Robert “Chris” Bowers, 28, died in the Oct. 31, 2019 fire at Green Recycling LLC’s Campbell Industrial Park yard, which sent up a cloud of black smoke that could be seen for miles.

The lawsuit alleged that Green Recycling has been cited for safety violations and previous fires in 2017 and 2011.

“It’s very frustrating and heartbreaking that they couldn’t have implemented procedures, gear and training that could have prevented this,” said Kau’i Peneku, Bowers longtime girlfriend and mother of his two daughters.

Robert Miyashita, attorney for Bowers’ family, said that on the day of the fire, Bowers -- a contract laborer -- was using a bucket to collect fuel from a car that was placed on a lift.

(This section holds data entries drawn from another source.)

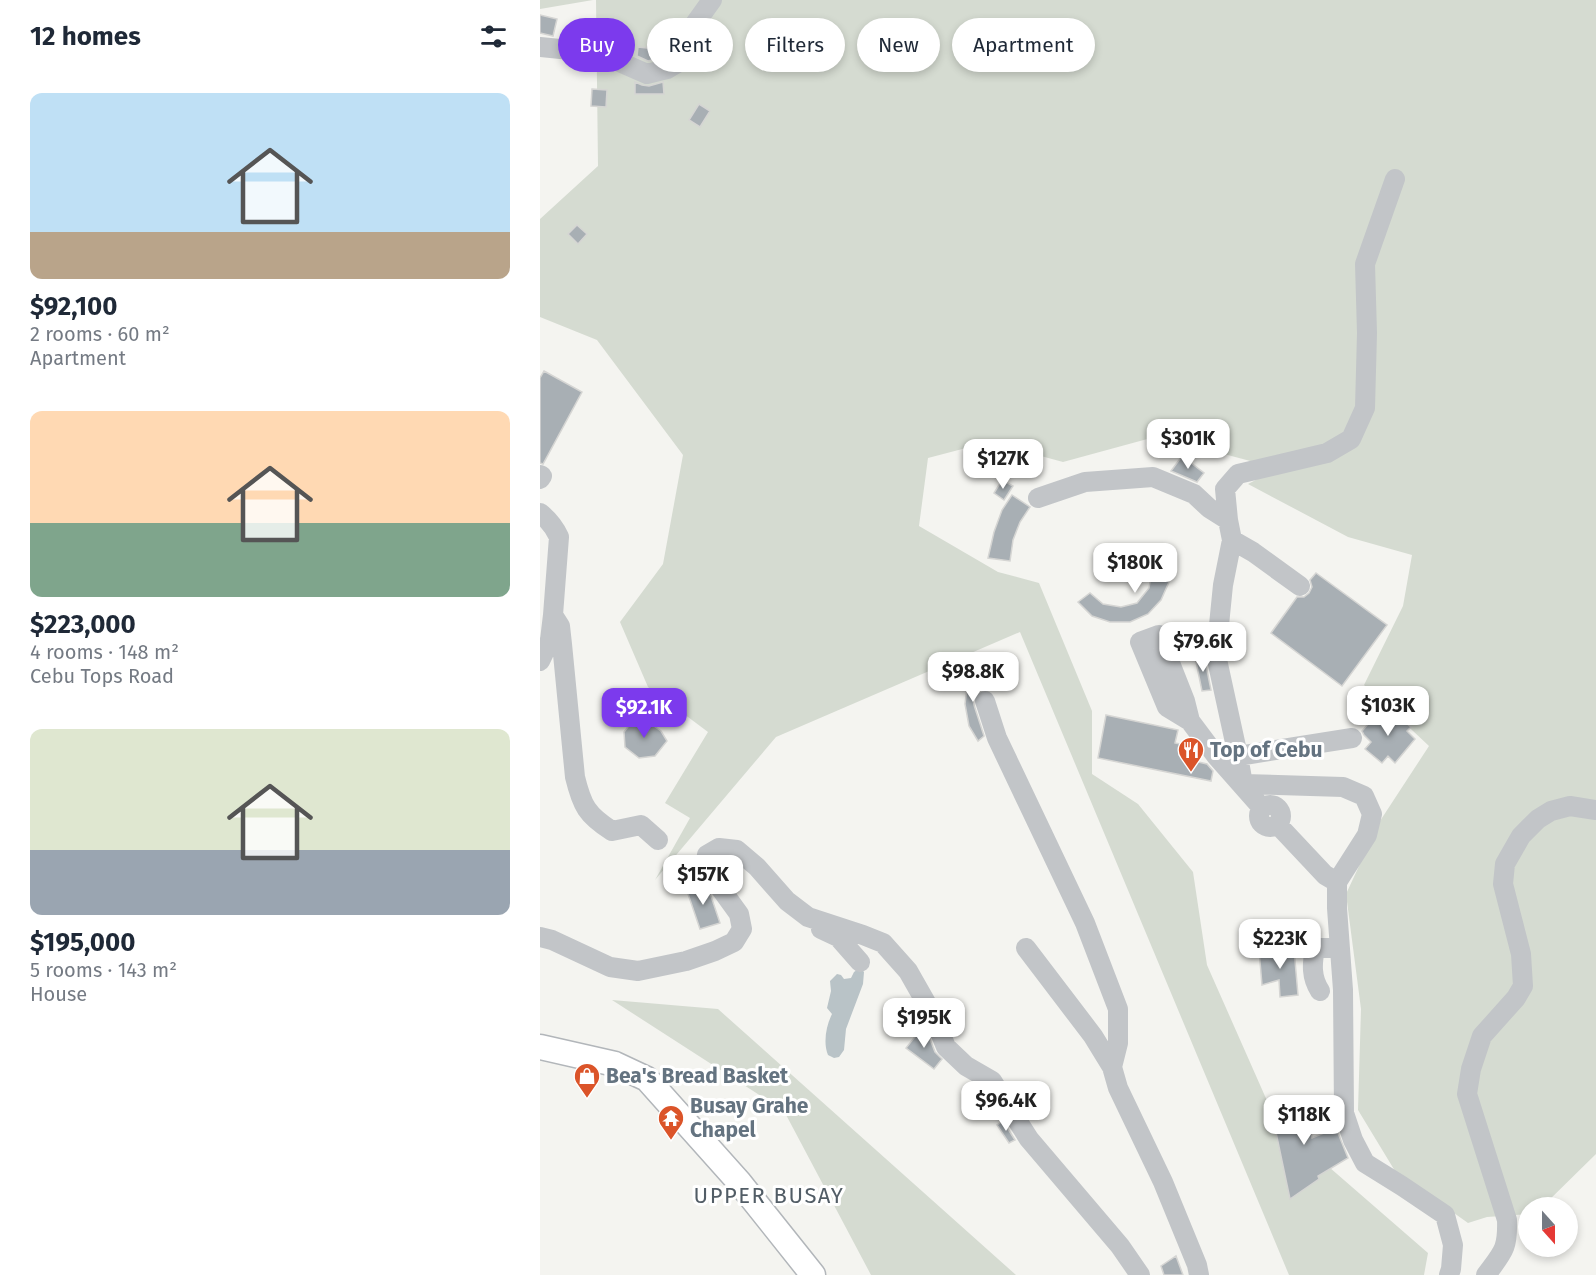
<!DOCTYPE html>
<html lang="en">
<head>
<meta charset="utf-8">
<style>
	:root { --surface:#fff; --page:#f6f6f7; --text:#1f2937; --muted:#747a83; --accent:#7c3aed }
	body { margin:0; font-family:"Fira Sans",sans-serif; background:var(--page); color:var(--text); height:100vh; display:flex; flex-direction:column; font-size:22px; white-space:nowrap }
	* { box-sizing:border-box; margin:0 }
	p { font-size:20px; color:var(--muted) }
	.icon { flex:none; width:33px; height:33px; fill:none; stroke:currentColor; stroke-width:2; stroke-linecap:round; stroke-linejoin:round }
	.map { position:relative; flex:1; overflow:hidden }
	.drawer { display:flex; flex-direction:column; background:var(--surface); width:540px }
	.drawer>* { flex:none }
	.top-card { position:absolute; left:18px; top:18px; width:570px; height:54px; display:flex; gap:12px }
	.needle { width:39px; rotate:159deg }
	.buttons { position:absolute; left:978px; top:1197px; display:grid; gap:12px }
	.buttons a { display:grid; place-items:center; width:60px; height:60px; border-radius:50%; background:var(--surface); box-shadow:0 3px 9px #0003; font-size:30px }
	.price { position:absolute; translate:-50% -51px; padding:0 14px; border-radius:12px; background:#fff; color:#222; font-size:20px; line-height:39px; filter:drop-shadow(0 2px 3px #0008) }
	.price::after { content:''; position:absolute; left:50%; top:36px; width:18px; height:14px; margin-left:-9px; background:inherit; clip-path:polygon(0 0,100% 0,50% 100%) }
	.price.current { background:var(--accent); color:#fff }
	ul { padding:0; list-style:none }
	li { display:grid; align-content:center; gap:12px; height:318px; padding:0 30px }
	li span { display:grid; place-items:center; height:186px; border-radius:12px; color:#555 }
	li>.icon { margin-inline-start:auto }
	span .icon { width:108px; height:108px; fill:#fffc; stroke-width:1 }
	li b { font-size:26px }
	h2 { display:flex; justify-content:space-between; align-items:center; height:72px; padding:0 30px; font-size:26px }
	.chip { padding:0 21px; border-radius:27px; background:var(--surface); box-shadow:0 3px 9px #0003; font-size:21px; line-height:54px }
	.chip.current { background:var(--accent); color:#fff }
	main { display:flex; flex:1; min-height:0 }
	.map>svg:first-child { display:block }
	.green { fill:#d5dbd1 }
	.water { fill:#b9c3c7 }
	.building { fill:#a8afb4; stroke:#d5d5d3; stroke-width:1.5 }
	.lines { fill:none; stroke-linecap:round; stroke-linejoin:round }
	.major-casing { stroke:#b2b6ba; stroke-width:27 }
	.minor { stroke:#c2c5c8; stroke-width:20 }
	.major { stroke:#fff; stroke-width:24 }
	.labels { text-anchor:middle; stroke-width:6; stroke-linejoin:round; paint-order:stroke }
	.poi-label { font-size:21px; font-weight:bold; fill:#647380; stroke:#fff; text-anchor:start }
	.neighbourhood-label { font-size:22px; letter-spacing:1.5px; fill:#525d66; stroke:#fff }
</style>
</head>
<body>
<main>
<section class="drawer">
<h2>12 homes<svg class="icon" aria-label="filters" viewBox="0 0 24 24"><path d="M4 7h16M4 17h16"/><circle cx="9" cy="7" r="2"/><circle cx="15" cy="17" r="2"/></svg></h2>
<ul>
<li><span style="background:linear-gradient(#bfe0f5 75%,#b9a48a 0)"><svg class="icon" aria-label="home" viewBox="0 0 24 24"><path d="M3 11l9-7 9 7M6 9v11h12V9"/></svg></span><div><b>$92,100</b><p>2 rooms · 60 m²</p><p>Apartment</p></div></li>
<li><span style="background:linear-gradient(#ffd9b3 60%,#7fa58c 0)"><svg class="icon" aria-label="home" viewBox="0 0 24 24"><path d="M3 11l9-7 9 7M6 9v11h12V9"/></svg></span><div><b>$223,000</b><p>4 rooms · 148 m²</p><p>Cebu Tops Road</p></div></li>
<li><span style="background:linear-gradient(#dfe7d0 65%,#9aa5b1 0)"><svg class="icon" aria-label="home" viewBox="0 0 24 24"><path d="M3 11l9-7 9 7M6 9v11h12V9"/></svg></span><div><b>$195,000</b><p>5 rooms · 143 m²</p><p>House</p></div></li>
</ul>
</section>
<div class="map">
<svg width="1056" height="1275" viewBox="0 0 1056 1275">
	<rect width="100%" height="100%" fill="#f4f4f0"/>
	<path class="green" d="M0,0H53L0,9Z
		M56,0H1056V1154L1002,1207L988,1208V1214L947,1217L928,1223L855,1171L818,1110L821,1009L806,894L840,821L889,746L824,685L863,606L872,555L808,537L708,484L775,449L714,462L684,454L666,423L523,462L449,442L388,458L379,526L458,572L499,583L552,711V774L598,804L653,872L667,965L736,1121L888,1253L884,1275H749L480,632L236,737L115,880L150,818L125,803L168,732L108,687L80,622L123,564L143,455L57,340L0,317V219L58,166Z
		M72,1000L178,1009L476,1275H331L244,1111Z"/>
	<path class="water" d="M320,968L324,972L323,984L306,1029L304,1050L299,1057L294,1058L288,1055C283,1043 286,1026 292,1014L287,1008L291,991L290,981L297,974L301,975L304,979L311,978L314,972Z"/>
	<path class="building" d="M0,15L17,19L13,36L0,33Z
		M118,44L120,58L108,61L97,56L98,47L108,48L107,46Z
		M95,82L102,85L109,86L123,82L124,94H95Z
		M52,89L67,90L66,107L51,106Z
		M159,104L170,111L160,127L149,120Z
		M37,225L47,234L38,244L28,234Z
		M4,371L42,392L3,464L0,463V378Z
		M642,456L664,473L657,482L631,471Z
		M462,480L473,486L464,500L454,493Z
		M472,495L490,507L480,522L473,540L470,561L448,558L454,532L462,510Z
		M621,544L629,563V582L621,600L608,614L590,622H570L552,616L538,602L550,593L563,604L581,607L597,603L609,588L612,569L606,552Z
		M776,573L847,625L802,686L731,633L757,597H764L769,593L772,587L770,580Z
		M664,655L671,690L662,691L655,657Z
		M429,672H437L436,675L440,673L444,684L436,690L433,699L434,705L444,736L438,741L429,726L425,704L427,688L424,681L428,679Z
		M840,710L853,720L857,716L871,727L867,731L875,739L855,763L848,756L842,763L825,749L831,742L824,735L822,731Z
		M566,715L638,730L635,743L655,747L656,749L654,761L667,764L673,771L671,781L558,758Z
		M94,719L108,722L121,731L127,741L115,756L99,758L85,747L84,732Z
		M162,883L171,896L180,923L160,929L146,888Z
		M754,949L758,995L740,997L739,980L722,985L719,950Z
		M381,1029L388,1034L395,1052L402,1059L394,1069L366,1048Z
		M765,1098L772,1138L796,1128L808,1158L778,1176L779,1179L750,1199L730,1104Z
		M463,1121L475,1140L469,1143L457,1125Z
		M636,1256L643,1275H624L621,1266Z"/>
	<g class="lines">
		<g class="major-casing">
			<path id="major" d="M0,1047L75,1064L107,1079L199,1182L273,1275"/>
		</g>
		<path class="minor" d="M0,47L40,51L66,56L107,74L127,69L139,62L149,45L154,25L172,0
			M0,475L2,476L0,479
			M498,498L545,482L613,477L654,494L669,508L688,520
			M0,513C9,520 14,526 19,537L13,615L10,640L0,661
			M692,540L713,552L760,586
			M13,615L20,626L22,644L35,777C42,806 47,815 72,831L101,825L118,840
			M445,701L457,738L545,923L578,1009V1043L572,1067L578,1088L623,1182L657,1265L659,1275
			M650,721L627,707L600,642L619,635L645,701L650,721L677,757L722,808
			M698,756L812,738
			M703,784L698,756L676,655L683,585L692,540L688,520L685,489L698,474L787,453L811,439L825,408L827,333L825,264L855,179
			M703,784L803,787L824,796L832,814L827,835L797,882V908L803,990L804,1113L813,1140L825,1163L862,1186L905,1215L913,1245L911,1269L909,1275
			M719 816a11 11 0 1 1 22 0a11 11 0 1 1-22 0Z
			M738,825L785,875L797,882
			M281,929L298,937L320,962
			M0,937L12,940L70,967L98,971L146,961L175,951L194,942L202,929L199,914L165,867L167,855L179,848L197,850L217,867L247,901L268,917L323,935L343,943L368,971L393,1015L406,1047L426,1066L452,1081L489,1139L580,1246L600,1275
			M486,948L553,1036L572,1067
			M780,991C771,977 772,964 775,948H799
			M946,1275C963,1252 968,1249 967,1220L927,1094L931,1069L942,1036L976,998L983,986L981,954L963,884L965,864L981,836L998,819L1011,811L1030,806L1056,810"/>
		<use href="#major" class="major"/>
	</g>
	<defs>
		<g id="restaurant-pin" transform="scale(1.35)"><path d="M0 17L-7.5 6A9.5 9.5 0 1 1 7.5 6Z" fill="#db5429" stroke="#fff"/><path d="M-5-6h1v4h1v-4h1v4h1v-4h1v5L-1.5 .5V6h-2V.5L-5-1ZM5-6V6H3V1.5H1.5Q1.5-4 5-6Z" fill="#fff"/></g>
		<g id="shop-pin" transform="scale(1.35)"><path d="M0 17L-7.5 6A9.5 9.5 0 1 1 7.5 6Z" fill="#db5429" stroke="#fff"/><path d="M-5-2.5h2.3a2.7 3.5 0 0 1 5.4 0H5L5.5 6h-11ZM-1.5-2.5h3a1.5 2.3 0 0 0-3 0Z" fill="#fff"/></g>
		<g id="temple-pin" transform="scale(1.35)"><path d="M0 17L-7.5 6A9.5 9.5 0 1 1 7.5 6Z" fill="#db5429" stroke="#fff"/><path d="M0-6L5-2H3V0L6.5 2.5H4V6H1.5V3h-3V6H-4V2.5H-6.5L-3 0V-2H-5Z" fill="#fff"/></g>
	</defs>
	<g fill-rule="evenodd">
		<use href="#restaurant-pin" x="651" y="750"/>
		<use href="#shop-pin" x="47" y="1076"/>
		<use href="#temple-pin" x="131" y="1118"/>
	</g>
	<g class="labels">
		<g class="poi-label">
			<text x="670" y="757">Top of Cebu</text>
			<text x="66" y="1083">Bea's Bread Basket</text>
			<text x="150" y="1113">Busay Grahe<tspan x="150" dy="24">Chapel</tspan></text>
		</g>
		<g class="neighbourhood-label">
			<text x="229" y="1203">UPPER BUSAY</text>
		</g>
	</g>
</svg>
<div class="buttons">
<a><svg class="needle" viewBox="-14 -14 28 28"><path d="M0-13l5 13h-10z" fill="#e53935"/><path d="M0 13l5-13h-10z" fill="#747a83"/></svg></a>
</div>
<b class="price" style="left:648px;top:470px">$301K</b>
<b class="price" style="left:463px;top:490px">$127K</b>
<b class="price" style="left:595px;top:594px">$180K</b>
<b class="price" style="left:663px;top:673px">$79.6K</b>
<b class="price" style="left:433px;top:703px">$98.8K</b>
<b class="price" style="left:848px;top:737px">$103K</b>
<b class="price current" style="left:104px;top:739px">$92.1K</b>
<b class="price" style="left:163px;top:906px">$157K</b>
<b class="price" style="left:740px;top:970px">$223K</b>
<b class="price" style="left:384px;top:1049px">$195K</b>
<b class="price" style="left:466px;top:1132px">$96.4K</b>
<b class="price" style="left:764px;top:1146px">$118K</b>
<div class="top-card">
<a class="chip current">Buy</a>
<a class="chip">Rent</a>
<a class="chip">Filters</a>
<a class="chip">New</a>
<a class="chip">Apartment</a>
</div>
</div>
</main>
</body>
</html>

[Read a previous report: Co-workers mourn man killed in warehouse blaze as investigation continues]

He said a co-worker was using a reciprocating saw to cut into the gasoline tank while both men stood near a large pan that collected fuel or chemicals that escaped.

That pan later ignited along with gasoline stored nearby due to a spark from the saw, the suit said.

“These workers were not provided with any safety gear,” said Miyashita. “They were also provided with no type of training.”

Bowers suffered second and third degree burns on 90 percent of his body and died that night.

Green Recycling said it was not at fault and blamed Bowers.

“He picked up the extinguisher and he went into the fire area … He should have stayed away and if he did, it would have been all right,” said Walter Chung, Green Recycling’s owner.

Green Recycling’s yard has been hit by several fires during the past decade. The lawsuit blamed Green Recycling for not taking adequate safety measures.

A 2017 fire was started when a worker pierced a fuel tank that still contained gasoline. The federal government later fined the company $6,440 for safety violations.

And in 2011, a worker using a pick ax sparked a fire, causing $800,000 in damage.

Chung said he paid the fines and has implemented adequate safety precautions.

“It’s a safe place. I’m always saying ‘safety, safety, safety.’ Safety is most important,” said Chung.

Miyashita countered: “It’s very difficult to have sympathy for a business that disregards the safety of others,” he said.